I’m B. Thom Stevenson and I’m a multidisciplinary artist.

What do you make?
Painting. Sculpture. I do some performance stuff. I try to make abstractly functional objects, things that are functional in some way but are more based on aesthetics. I like the idea of a painting being a functional object, not just metaphysics. You can see a painting one day and it may mean one thing, but the next it conveys a different message. I want my works to act as a catalyst to this type of introspection as well as fulfilling the physical function of aesthetics. I use a lot of found text in Japanese, Chinese, and German. If you don’t speak the language you guess what it means and if you do speak the language you’ll have a different cultural approach. They’re different angles for people to approach each painting. Like a projective test or a Rorschach Test using more concrete symbols. I also make sculpture with varying degrees of functionality. Like my donation box sculptures, which are receptacles for giving. I lend these out to different charity events to receive donations. They all have dual functions. One’s a planter, one acts as an honor system for reciprocating prints in exchange for donations, and another one is an aquarium.

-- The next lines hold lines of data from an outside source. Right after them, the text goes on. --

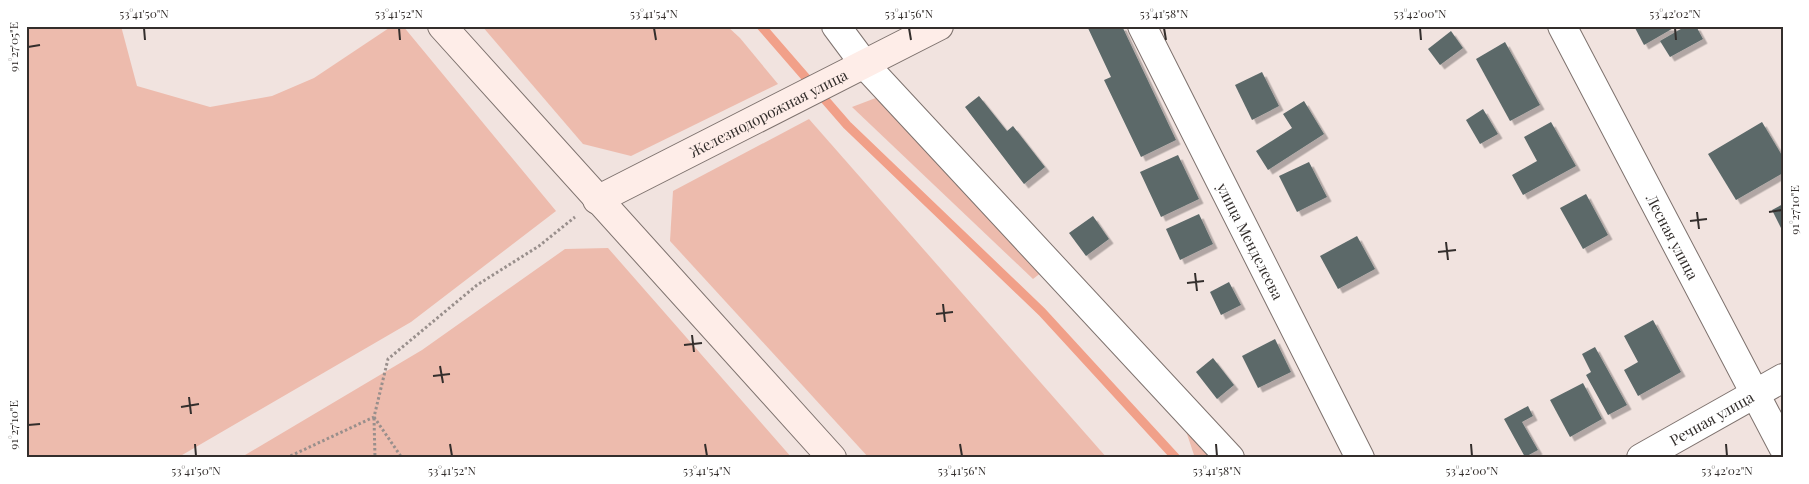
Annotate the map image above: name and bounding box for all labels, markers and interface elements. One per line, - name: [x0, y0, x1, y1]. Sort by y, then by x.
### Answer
- text: 53°41'50"N: [119, 5, 169, 21]
- text: 53°41'52"N: [375, 5, 424, 21]
- text: 53°41'54"N: [630, 5, 679, 21]
- text: 53°41'56"N: [885, 5, 934, 21]
- text: 53°41'58"N: [1140, 5, 1189, 21]
- text: 53°42'00"N: [1394, 5, 1447, 21]
- text: 53°42'02"N: [1649, 5, 1701, 21]
- text: 91°27'05"E: [5, 22, 21, 72]
- street label: Железнодорожная улица: [685, 64, 851, 162]
- street label: улица Менделеева: [1212, 178, 1289, 303]
- text: 91°27'10"E: [1786, 185, 1802, 235]
- street label: Лесная улица: [1641, 190, 1704, 283]
- street label: Речная улица: [1666, 386, 1758, 450]
- text: 91°27'10"E: [5, 400, 21, 450]
- text: 53°41'50"N: [171, 462, 221, 478]
- text: 53°41'52"N: [428, 462, 477, 478]
- text: 53°41'54"N: [683, 462, 732, 478]
- text: 53°41'56"N: [938, 462, 987, 478]
- text: 53°41'58"N: [1193, 462, 1242, 478]
- text: 53°42'00"N: [1446, 462, 1499, 478]
- text: 53°42'02"N: [1701, 462, 1753, 478]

Do you have a preferred medium?
I like stainless steel a lot. That’s probably one of my favorite materials to use, but it’s also expensive and time-consuming and frustrating because I don’t know how to work with it myself; I use fabricators for that. Three years ago I made seven paintings on stainless steel with enamel and I buried them behind a gallery over here, SIGNAL, in their backyard. They’ve been in the ground there for three years. They dug one up on accident; when they were digging a fire pit they forgot that the paintings were back there. I dug one up too. I like the idea of time as a medium.

Describe your workspace.
Two walls for painting and two walls of windows. I think natural light is important even though I do most of my work at night. There are walls of books and my flat file is pretty full. A bulging flat file. It has everything I need. I think having source material is really important and I try and surround myself with that, even if it’s just a lump of clay. I feel much better when I have a blank canvas around that I can paint on. I have my photocopier, which is a huge part of my process. I collage drawings together with photographs of paintings that I’ve made and some found text and then I use the photocopier to further flatten the image.

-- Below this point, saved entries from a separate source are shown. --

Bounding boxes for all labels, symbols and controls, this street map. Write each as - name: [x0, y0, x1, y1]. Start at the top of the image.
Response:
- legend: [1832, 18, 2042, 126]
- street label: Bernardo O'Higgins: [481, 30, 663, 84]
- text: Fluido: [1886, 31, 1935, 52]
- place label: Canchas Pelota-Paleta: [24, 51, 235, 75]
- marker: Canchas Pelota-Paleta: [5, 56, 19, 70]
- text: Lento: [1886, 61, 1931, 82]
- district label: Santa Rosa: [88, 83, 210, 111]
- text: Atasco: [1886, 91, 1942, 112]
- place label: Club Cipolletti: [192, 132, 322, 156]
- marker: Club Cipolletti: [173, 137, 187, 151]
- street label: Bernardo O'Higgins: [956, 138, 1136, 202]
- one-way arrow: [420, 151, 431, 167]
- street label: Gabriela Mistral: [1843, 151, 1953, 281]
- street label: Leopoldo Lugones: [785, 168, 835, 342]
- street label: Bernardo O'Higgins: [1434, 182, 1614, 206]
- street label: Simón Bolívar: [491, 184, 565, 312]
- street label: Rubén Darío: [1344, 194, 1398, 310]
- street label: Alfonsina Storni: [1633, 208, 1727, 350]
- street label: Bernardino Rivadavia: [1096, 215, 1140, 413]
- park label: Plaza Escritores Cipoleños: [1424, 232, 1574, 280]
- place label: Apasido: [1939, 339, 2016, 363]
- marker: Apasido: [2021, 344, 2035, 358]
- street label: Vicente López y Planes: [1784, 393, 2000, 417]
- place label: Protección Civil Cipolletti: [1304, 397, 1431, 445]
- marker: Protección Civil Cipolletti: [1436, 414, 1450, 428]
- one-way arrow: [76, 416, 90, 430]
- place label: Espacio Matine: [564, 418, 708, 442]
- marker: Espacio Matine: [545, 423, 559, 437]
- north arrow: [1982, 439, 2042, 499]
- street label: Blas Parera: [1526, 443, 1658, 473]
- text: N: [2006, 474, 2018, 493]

Under what conditions do you work best?
If I have a full day that’s definitely the most ideal. It’s rare because I have a day job and I do freelance. I work in spurts and I like to be able to do some drawing for a little bit and then work on a clay sculpture for a bit. Then eventually at the end of the day I’ll come around to a full thing, like I’ll finish a painting. But I think the best condition is definitely if have a full day in the studio. No distractions.

Do you have any rituals surrounding your practice?
I’m weary of being one of those artists that does the same thing forever so I try not to get too process-based—but at the same time I probably do. I think my work is very ritualistic with the image and how I process the image. The way I make a painting is like drawing a sigil; you kind of write out this idea and then you redraw it, redraw it, redraw it, take out letters, take out different parts, put them together, and eventually you create this symbol. So what I try to do is put out all of the elements that I’d like to be in a painting and redraw them, xerox them, draw them again, paint them, sometimes make them into a rug and photograph the rug and make that into a painting. I think my process is more of a reprocessing of images. I guess I’ve developed this ritual with it; I’m kind of becoming idol-esque in a weird way. It reminds me of the Venus of Willendorf or something like that. It was this shape of a woman that became this pure sexual form. It became the bare essentials to reproduction and fertility. I like the idea of re-addressing an image to bring out its pure form. I guess that’d be the ritual. I wouldn’t say it’s a conscious ritual, maybe it’s more like an OCD-type thing.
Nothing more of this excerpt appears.